A canonical entropy-based pruning pipeline proceeds as follows (Wiedemann et al., 2018, Liao et al., 2023, Liao et al., 2024):

for epoch in range(num_epochs):
    for minibatch in data_loader:
        # Forward pass, possible noise injection for relaxation
        outputs = model(minibatch["input"])
        data_loss = compute_data_loss(outputs, minibatch["label"])
        # Estimate relevant entropy:
        #   - For weight entropy: use empirical pmf of discrete weights
        #   - For activation/channel/block entropy: compute histogram or covariance entropy over batch/feature
        entropy_loss = compute_entropy(model, minibatch)
        total_loss = data_loss + lambda_ * entropy_loss
        # Backward pass and update
        optimizer.zero_grad()
        total_loss.backward()
        optimizer.step()

Key implementations entail adapting the compute_entropy function to the target granularity (weight, channel, activation, block, sample) and information-theoretic surrogate (Shannon, AME, conditional entropy, mutual information, matrix (Von Neumann) entropy).
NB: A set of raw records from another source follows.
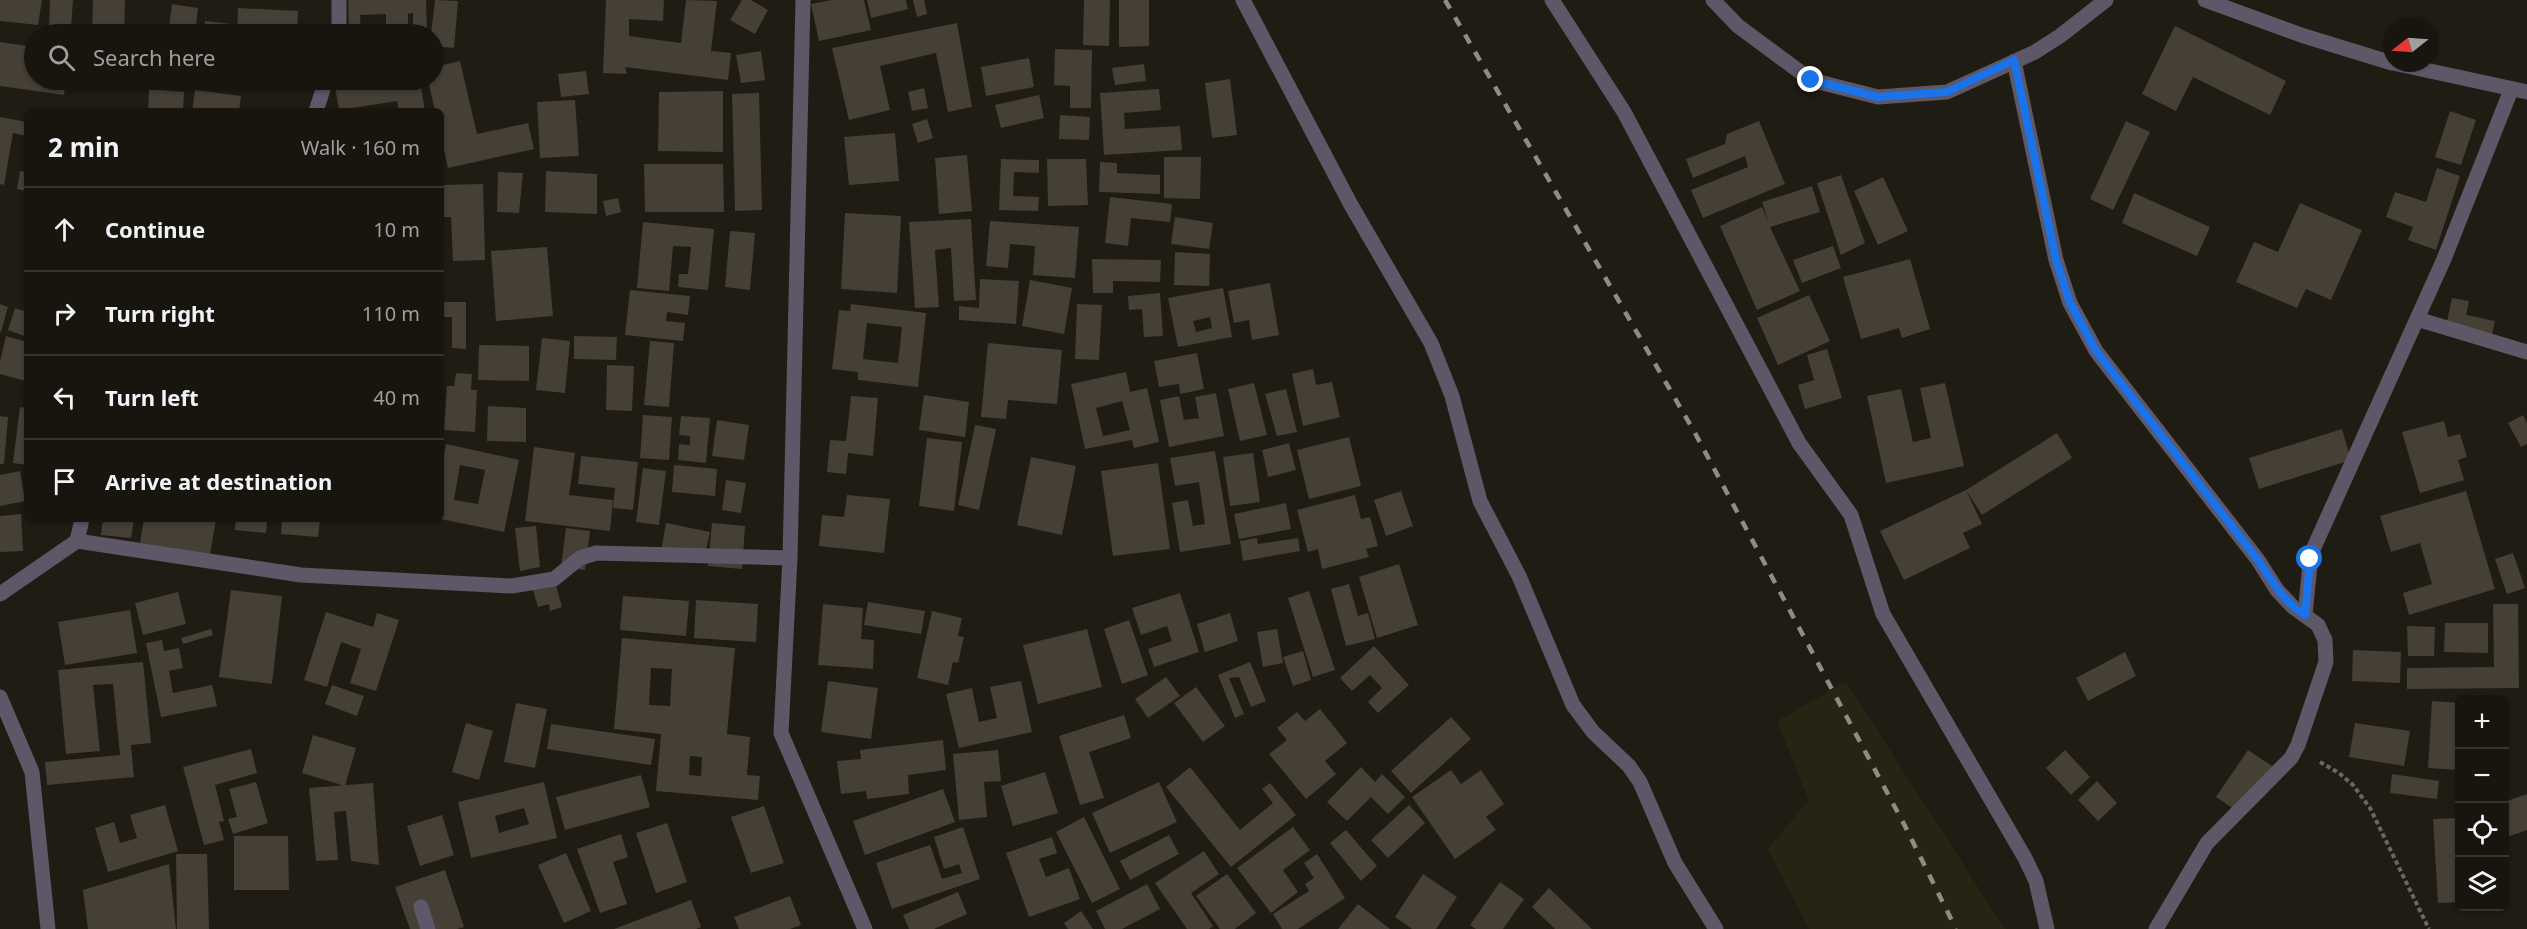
<!DOCTYPE html>
<meta charset="utf-8">
<style>
body{margin:0;font-family:"Noto Sans",sans-serif;background:#24221c;color:#f1f3f6}
.controls{position:absolute;right:18px;bottom:18px;display:grid;overflow:hidden;border-radius:9px;box-shadow:0 2px 4px #0004}
.controls button{width:54px;height:54px;display:grid;place-items:center;padding:0;border:0;border-bottom:2px solid #36342e;background:#17150e;color:#f1f3f6;font:30px sans-serif}
.compass{position:absolute;left:2383px;top:18px;width:54px;height:54px;border-radius:50%;background:#17150e;box-shadow:0 2px 4px #0004;rotate:253deg}
.stop{position:absolute;width:18px;height:18px;margin:-14px;border:4px solid #1a73e8;border-radius:50%;background:#fff}
.stop.end{background:#1a73e8;border-color:#fff;box-shadow:0 2px 6px #0008}
.list{margin:0;padding:0;list-style:none}
h2{display:flex;justify-content:space-between;align-items:center;height:78px;margin:0;padding:0 24px;font-size:26px}
h2 small{font-size:20px;font-weight:400;color:#9e9f9e}
.list li{display:grid;grid-template-columns:39px 1fr auto;gap:18px;align-items:center;box-sizing:border-box;height:84px;padding:0 24px;border-top:2px solid #36342e}
.list b{display:block;font-size:22px;white-space:nowrap}
.list em{font-size:20px;font-style:normal;color:#9e9f9e}
.icon{flex:none;width:33px;height:33px;fill:none;stroke:currentColor;stroke-width:2;stroke-linecap:round;stroke-linejoin:round}
.map{position:relative;flex:none;width:2527px;height:929px;overflow:hidden}
.search{position:absolute;background:#17150e;box-shadow:0 2px 4px #0004;left:24px;top:24px;width:420px;height:66px;display:flex;align-items:center;gap:15px;box-sizing:border-box;padding:0 21px;border-radius:33px;color:#9e9f9e;font-size:22px}
.panel{position:absolute;background:#17150e;box-shadow:0 2px 4px #0004;left:24px;top:108px;width:420px;height:414px;border-radius:9px}
.map>svg:first-child{display:block}
</style>
<div class="map">
<svg width="2527" height="929" viewBox="0 0 2527 929">
<rect width="100%" height="100%" fill="#1f1c13"/>
<path fill="#282414" d="M1846,682L2005,929H1809L1768,849L1809,800L1777,721Z"/>
<path fill="#453f36" fill-rule="evenodd" d="M0,0H42L38,25L0,21Z
M50,0H73L71,28H49Z
M93,0H125L124,34H92Z
M348,0H426L427,34H413V13L408,14V34H386V14L360,15L361,34H349Z
M435,0L458,1L454,48L434,46V34H431Z
M606,0H664L663,21L629,19V36L681,43L686,0L717,1L711,51L731,53L728,80L625,67L627,74L603,73Z
M742,0H751L768,10L755,34L730,20Z
M832,0H864L871,30L819,41L811,4Z
M867,0H906L908,9L871,18Z
M913,0H924L927,14L917,17Z
M1084,0H1110L1109,46L1083,45Z
M1119,0H1149V46L1119,47Z
M172,4L198,8L195,34H168Z
M238,8L298,11L297,34H237Z
M205,21L232,24L230,34H204Z
M957,23L972,107L948,112L936,53L880,66L890,110L849,120L832,48Z
M2175,26L2286,81L2270,115L2193,77L2176,111L2142,94Z
M136,28L159,30L158,34H136Z
M0,42L34,47V80H66L64,95L0,86Z
M1055,49L1092,50L1091,108H1070V86L1054,85Z
M761,51L765,80L741,83L736,55Z
M1029,58L1034,87L986,96L981,67Z
M460,61L477,134L528,123L534,149L448,168L441,136V111H435L428,80H434V67Z
M1144,64L1146,81L1115,85L1112,68Z
M586,71L589,94L561,97L558,74Z
M1230,79L1237,135L1212,138L1205,83Z
M245,80H300V81L245,83Z
M334,80H420L425,111H399L397,101L339,110Z
M924,88L928,108L912,111L908,92Z
M149,89L184,92L183,111H148Z
M1159,89L1161,110L1124,113L1125,129L1180,126L1182,150L1104,155L1100,93Z
M195,90L241,96L239,111H192Z
M723,91V152L658,151L659,92Z
M759,93L762,210L735,211L732,94Z
M1039,95L1044,118L1001,128L995,105Z
M575,100L579,156L540,158L537,102Z
M2450,111L2476,120L2461,165L2435,157Z
M1060,115L1090,117L1089,140L1059,139Z
M0,117L27,122V136L13,133L4,185L0,184Z
M927,119L933,138L918,143L912,124Z
M1759,121L1785,184L1703,218L1691,190L1748,167L1745,156L1693,178L1686,159L1725,144L1727,134Z
M2126,121L2150,132L2113,210L2090,199Z
M895,133L899,181L849,185L844,137Z
M967,155L972,211L939,214L935,158Z
M1164,157H1201L1200,199L1164,198Z
M1001,159L1039,160V173L1014,172L1013,196L1039,197L1038,211L999,210Z
M1047,159H1086L1088,205L1048,206Z
M1100,162L1117,163V173L1160,175V194L1099,192Z
M644,164H723L724,212H645Z
M2437,168L2460,176L2436,250L2408,240L2413,227L2386,217L2395,192L2426,202Z
M20,171L27,172V191L17,189Z
M546,171L597,174V214L545,212Z
M498,172L523,173L519,213L497,212Z
M1841,175L1865,243L1841,255L1817,183Z
M1883,177L1908,231L1878,245L1854,191Z
M483,184L485,260L453,261L451,217H441V185Z
M1812,186L1820,212L1770,227L1800,291L1757,310L1720,226L1762,207L1769,224L1762,202Z
M2134,193L2210,227L2197,256L2122,223Z
M1110,197L1172,204L1170,222L1131,218L1128,246L1105,243Z
M618,198L621,212L606,216L603,201Z
M2300,203L2362,230L2331,300L2306,289L2297,308L2236,282L2254,242L2278,252Z
M845,213L901,216L897,293L841,289Z
M1175,217L1213,223L1209,249L1171,244Z
M971,219L976,300L954,301L951,248L935,250L939,307L915,308L909,222Z
M990,221L1079,227L1075,278L1033,275L1035,246L1010,244L1008,268L986,266Z
M643,222L714,229L708,290L678,287L679,274H688L691,247L673,246L669,291L637,288Z
M730,231L755,233L750,290L725,287Z
M1833,246L1841,268L1802,283L1793,260Z
M547,247L553,316L496,321L491,251Z
M1175,252L1210,254L1209,286L1174,285Z
M1092,259L1161,260L1160,282L1113,281V293H1093Z
M1910,259L1930,329L1902,338L1899,328L1861,339L1843,277Z
M980,279L1019,281L1016,324L959,320V306L979,308Z
M1030,280L1072,288L1064,334L1022,326Z
M1270,283L1279,335L1252,340L1249,320L1234,323L1228,291Z
M1223,288L1232,337L1178,347L1168,298ZM1210,317L1212,328L1196,332L1193,321Z
M630,290L690,296L688,315L667,312L666,321L685,323L683,341L625,335Z
M1160,293L1163,336L1144,337L1142,309L1129,310L1128,296Z
M1809,295L1830,341L1778,365L1757,318Z
M2452,298L2469,301L2466,315L2495,321L2492,335L2446,326Z
M441,302H466V349L452,348V317H441Z
M0,304L8,307L1,332H0Z
M851,304L926,313L918,387L858,380V372L832,369L839,310L850,311ZM867,323L902,327L898,363L863,359Z
M1077,304L1102,305L1099,360L1075,359Z
M15,308L27,312V337L8,330Z
M6,336L27,342L26,381L0,374V362Z
M574,336L617,337L616,360L574,359Z
M542,338L570,341L565,393L536,390Z
M650,341L674,343L669,407L644,405Z
M988,343L1062,350L1057,404L1008,400L1006,419L981,417Z
M479,345L529,346V381L478,380Z
M1827,349L1842,398L1805,409L1798,385L1814,380L1807,355Z
M1197,353L1204,389L1180,394L1179,384L1159,387L1154,361Z
M607,365L634,366L632,411L606,410Z
M1313,369L1316,385L1332,382L1340,417L1303,426L1292,374Z
M1126,372L1130,392L1147,388L1159,442L1134,448L1132,440L1085,449L1071,384ZM1122,401L1130,430L1103,436L1096,408Z
M456,373L472,374L471,390H477L475,432L444,430L447,386H454Z
M1254,383L1267,435L1240,441L1228,389Z
M1945,383L1964,466L1886,483L1867,396L1901,389L1913,442L1931,438L1920,388Z
M1286,389L1297,432L1277,436L1265,394Z
M1216,393L1224,436L1169,447L1160,400L1179,396L1184,420L1199,418L1195,397Z
M924,395L969,402L965,437L919,430Z
M851,396L878,398L873,456L848,453L846,474L827,472L830,440L846,441Z
M488,406L526,408V442L487,441Z
M20,407L27,408V465L13,463Z
M643,415L672,417L669,460L640,458Z
M2523,415L2527,423V444L2521,447L2508,423Z
M0,416L8,417L4,464H0Z
M681,416L710,418L706,463L678,460L679,444L690,445V436L679,435Z
M717,420L749,425L744,460L712,456Z
M2444,421L2448,437L2460,434L2467,457L2458,460L2464,480L2420,493L2402,432Z
M975,425L996,429L979,510L958,505Z
M2342,429L2351,460L2259,489L2249,458Z
M2057,433L2072,458L1982,515L1966,490Z
M1349,437L1361,486L1309,499L1297,450Z
M927,438L962,442L954,511L919,506Z
M1289,443L1296,470L1268,477L1262,450Z
M446,444L519,460L504,532L441,519L444,500L441,499V467ZM460,465L485,470L478,504L454,500Z
M534,447L575,453L569,495L613,500L610,531L525,521Z
M1215,451L1231,544L1180,552L1172,503L1188,500L1193,526L1205,524L1199,482L1175,486L1170,458Z
M1253,453L1260,502L1230,506L1223,457Z
M581,456L638,462L633,510L613,508L615,488L578,484Z
M1031,457L1076,466L1062,535L1017,525Z
M1158,463L1170,549L1113,556L1101,471Z
M674,465L717,469L715,496L672,492Z
M643,468L666,471L659,525L636,522Z
M20,471L25,501L0,506V475Z
M726,480L746,483L741,513L722,510Z
M1966,490L1982,524L1963,533L1970,548L1904,580L1880,531Z
M1401,491L1413,526L1386,536L1374,500Z
M2466,491L2495,589L2409,615L2403,593L2432,584L2420,543L2391,552L2380,516Z
M847,495L890,499L884,553L819,546L822,515L844,517Z
M1355,495L1361,519L1370,517L1378,546L1366,549L1369,557L1322,569L1318,549L1308,552L1297,510Z
M1286,503L1291,529L1239,539L1234,514Z
M21,514L23,551L0,552V516Z
M103,519H134L131,538L101,535Z
M144,519H216L210,554L140,543Z
M236,519H267L266,533L235,530Z
M282,519H320L318,537L281,534Z
M666,523L710,532L704,559L661,551Z
M712,523L745,526L742,569L708,566Z
M536,526L540,567L520,571L515,528Z
M566,528L590,531L585,570L561,567Z
M1257,538L1258,544L1298,538L1300,551L1243,561L1240,541Z
M2513,553L2525,588L2507,594L2495,559Z
M1399,564L1418,625L1377,638L1359,577Z
M555,582L562,607L550,611L549,604L538,607L532,587Z
M1349,584L1358,616L1368,613L1375,639L1346,646L1331,589Z
M231,590L282,596L272,684L219,677Z
M1309,591L1335,670L1313,677L1288,598Z
M178,592L186,624L143,635L135,603Z
M1180,593L1199,652L1154,667L1148,649L1172,641L1167,626L1141,635L1132,608Z
M623,596L689,601L686,636L620,630Z
M696,600L758,604L756,642L694,638Z
M868,602L925,611L921,634L864,625Z
M823,604L863,608L861,639L874,640L873,669L818,665Z
M2493,604H2518L2519,688L2407,689V668L2494,667Z
M130,610L137,653L65,665L58,622Z
M932,611L962,618L958,636L964,637L958,663L953,662L948,685L917,678Z
M326,612L373,627L377,613L399,620L376,691L350,683L361,649L341,642L327,687L304,680Z
M1230,613L1238,641L1205,652L1197,624Z
M1129,620L1148,675L1122,684L1104,629Z
M2445,623H2488V653L2444,652Z
M2407,626L2435,627L2434,656H2408Z
M211,629L213,635L183,644L181,638Z
M1087,629L1102,687L1038,704L1023,645Z
M1277,629L1283,663L1263,667L1257,632Z
M622,638L735,648L727,734L750,737L747,775L760,776L758,800L656,791L661,734L614,729ZM651,668L672,669L670,706L649,705ZM690,756L702,757L701,776L689,775Z
M162,640L164,651L179,648L183,668L169,671L173,693L212,685L217,706L161,717L146,643Z
M1374,646L1409,685L1378,713L1368,702L1382,688L1370,675L1352,691L1340,678Z
M2353,650L2401,652L2400,683L2352,681Z
M1303,651L1311,680L1293,686L1283,657Z
M2125,652L2136,676L2088,701L2076,678Z
M143,662L151,743L131,745L134,777L47,785L45,762L120,755L113,684L93,685L100,751L66,754L58,670Z
M1250,662L1266,701L1251,707L1239,677L1229,678L1244,714L1235,718L1218,675Z
M1166,677L1180,696L1148,718L1135,699Z
M828,681L878,688L871,739L821,732Z
M1021,681L1032,732L959,748L946,694L972,688L979,722L997,718L990,687Z
M332,685L364,696L357,716L325,704Z
M1196,687L1225,726L1203,742L1174,703Z
M2432,701L2460,703V770L2428,768Z
M516,703L547,709L535,768L504,762Z
M1320,709L1347,743L1325,761L1336,774L1306,799L1269,754L1287,740L1277,728L1297,712L1305,721Z
M1124,715L1131,738L1089,752L1104,798L1080,805L1059,736Z
M1451,717L1471,739L1411,793L1391,771Z
M466,723L493,731L479,780L452,772Z
M2355,723L2410,731L2404,766L2349,757Z
M551,724L655,739L651,765L547,749Z
M313,735L356,748L345,786L302,773Z
M943,740L946,770L908,775L909,794L867,799L866,791L841,794L837,761L861,759L860,750Z
M251,749L257,773L215,785L224,821L219,822L224,840L204,845L183,767Z
M998,750L1001,781L984,782L987,817L959,820L953,754Z
M2065,750L2090,777L2071,795L2046,768Z
M2248,750L2275,768L2243,815L2216,797Z
M1190,767L1240,830L1273,803L1262,789L1270,783L1296,815L1231,867L1166,787Z
M1361,767L1375,782L1382,774L1405,797L1388,814L1371,797L1347,821L1327,802Z
M1451,770L1461,784L1481,770L1504,804L1486,817L1496,830L1455,859L1412,797Z
M1045,772L1058,813L1013,826L1001,786Z
M2392,774L2439,781L2437,799L2390,793Z
M641,775L650,807L565,830L556,797Z
M2097,781L2117,803L2098,821L2078,800Z
M256,782L268,823L233,834L228,819L237,817L229,789Z
M544,782L557,838L471,858L458,802ZM524,808L529,824L499,833L495,816Z
M1159,782L1177,822L1110,853L1092,813Z
M373,783L379,865L351,861L346,811L334,812L338,860L316,861L309,788Z
M943,789L955,822L865,855L853,821Z
M2527,794V830L2504,838V802Z
M165,805L178,851L108,872L95,828L114,822L120,843L137,838L130,815Z
M1409,805L1425,823L1388,858L1371,840Z
M764,806L784,863L751,873L731,817Z
M442,815L454,855L420,866L407,826Z
M1084,817L1120,889L1092,903L1056,832Z
M2458,818L2460,902L2438,903L2433,819Z
M667,823L687,882L656,893L636,833Z
M963,827L980,879L892,909L876,863L930,845L942,879L962,873L959,864L944,869L934,837Z
M1293,827L1310,850L1283,870L1298,892L1271,913L1237,868Z
M1346,830L1377,866L1361,881L1330,843Z
M621,834L628,857L613,862L627,904L600,913L577,849Z
M1169,835L1179,854L1130,880L1120,861Z
M234,836H288L289,890H234Z
M1052,837L1057,853L1039,859L1046,877L1069,868L1080,899L1029,917L1006,853Z
M1204,851L1219,874L1191,893L1213,926L1209,929H1187L1155,883Z
M566,853L591,911L564,923L538,865Z
M176,854H207L209,929H177Z
M1317,854L1345,898L1298,929H1282L1273,914L1309,891L1305,884L1314,878L1304,863Z
M169,864L176,929H88L83,890Z
M445,870L464,927L457,929H410L395,887Z
M1227,874L1256,913L1235,929H1220L1196,896Z
M1423,874L1457,897L1436,929H1412L1395,917Z
M1500,882L1524,899L1503,929H1476L1470,925Z
M1147,884L1160,909L1122,929H1105L1096,911Z
M1549,888L1592,929H1555L1532,907Z
M958,892L967,914L934,929H909L903,915Z
M790,896L801,925L790,929H739L734,917Z
M691,900L701,927L696,929H614Z
M1358,904L1390,929H1338Z
M1081,911L1093,929H1068L1064,923Z"/>
<g fill="none" stroke-linecap="round" stroke-linejoin="round">
<path stroke="#69675e" stroke-width="4" stroke-dasharray="4.5 3" stroke-linecap="butt" d="M2320,762L2339,773L2353,785L2370,808L2429,929"/>
<path stroke="#5e5767" stroke-width="15" d="M803,0L790,558L781,733L865,929
M1243,0L1351,205L1431,343L1452,396L1480,501L1519,576L1573,705L1593,732L1629,766L1640,782L1675,863L1716,929
M1552,0L1624,112L1799,443L1851,515L1883,614L2025,858L2036,881L2047,929
M1713,0L1738,26L1811,80L1878,97L1947,92L2035,52L2060,36L2106,0
M2205,0L2304,36L2392,63
M339,34V0
M2014,61L2056,260L2070,303L2096,351L2258,560L2277,590L2293,607L2318,625L2325,640L2326,662L2298,745L2291,758L2207,843L2156,929
M2393,63L2527,92
M316,111L326,80
M2417,319L2527,352
M77,541L301,575L512,586L554,579L580,558L596,553L790,558
M0,594L77,541L82,519
M2305,615L2311,554L2444,259L2511,90
M0,697L32,772L48,929
M421,907L428,929"/>
<path stroke="#8e8c84" stroke-width="4.5" stroke-dasharray="10 10" stroke-linecap="butt" d="M1445,0L1695,433L1905,826L1956,929"/>
</g>
<g fill="none" stroke-linecap="round" stroke-linejoin="round">
<path stroke="#1a73e8" stroke-width="8" d="M1811,80L1878,97L1947,92L2014,60L2056,260L2070,303L2096,351L2258,560C2272,581 2284,602 2305,615L2310,559"/>
</g>
</svg>
<div class="controls">
<button>+</button>
<button>−</button>
<button><svg class="icon" aria-label="locate" viewBox="0 0 24 24"><circle cx="12" cy="12" r="6"/><path d="M12 2v4M12 18v4M2 12h4M18 12h4"/></svg></button>
<button><svg class="icon" aria-label="layers" viewBox="0 0 24 24"><path d="M12 4l9 5-9 5-9-5zM3 14l9 5 9-5"/></svg></button>
</div>
<svg class="compass" viewBox="-18 -18 36 36"><path d="M0-13l5 13h-10z" fill="#e53935"/><path d="M0 13l5-13h-10z" fill="#9e9f9e"/></svg>
<div class="stop" style="left:2310px;top:559px"></div>
<div class="stop end" style="left:1811px;top:80px"></div>
<div class="search"><svg class="icon" aria-label="search" viewBox="0 0 24 24"><circle cx="10" cy="10" r="6"/><path d="M15 15l6 6"/></svg>Search here</div>
<section class="panel">
<h2>2 min<small>Walk · 160 m</small></h2>
<ul class="list">
<li><svg class="icon" aria-label="ahead" viewBox="0 0 24 24"><path d="M12 20V5M6 11l6-6 6 6"/></svg><div><b>Continue</b></div><em>10 m</em></li>
<li><svg class="icon" aria-label="right" viewBox="0 0 24 24"><path d="M7 20v-9h11M14 6l5 5-5 5"/></svg><div><b>Turn right</b></div><em>110 m</em></li>
<li><svg class="icon" aria-label="left" viewBox="0 0 24 24"><path d="M17 20v-9H6M10 6l-5 5 5 5"/></svg><div><b>Turn left</b></div><em>40 m</em></li>
<li><svg class="icon" aria-label="arrive" viewBox="0 0 24 24"><path d="M6 21V4h12l-3 4 3 4H6"/></svg><div><b>Arrive at destination</b></div></li>
</ul>
</section>
</div>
7. Impact and Interpretability

Entropy-based pruning methods bring principled, information-theoretic interpretability to model compression—a step beyond simple norm-based or heuristic structural pruning. By aligning with MDL and information bottleneck perspectives, they not only yield improved sparsity–accuracy–efficiency trade-offs but also uncover deeper insight into where, and how, modern neural networks concentrate or dissipate information across architecture and data (Wiedemann et al., 2018, Li et al., 26 Nov 2025, Xiang et al., 3 Feb 2026).

Continued innovation—including train-time entropy regularization, integration with reinforcement learning (spatial entropy rewards), and mutual information preservation algorithms—positions entropy-based pruning as a foundational paradigm in scalable, resource-efficient, and interpretable deep learning.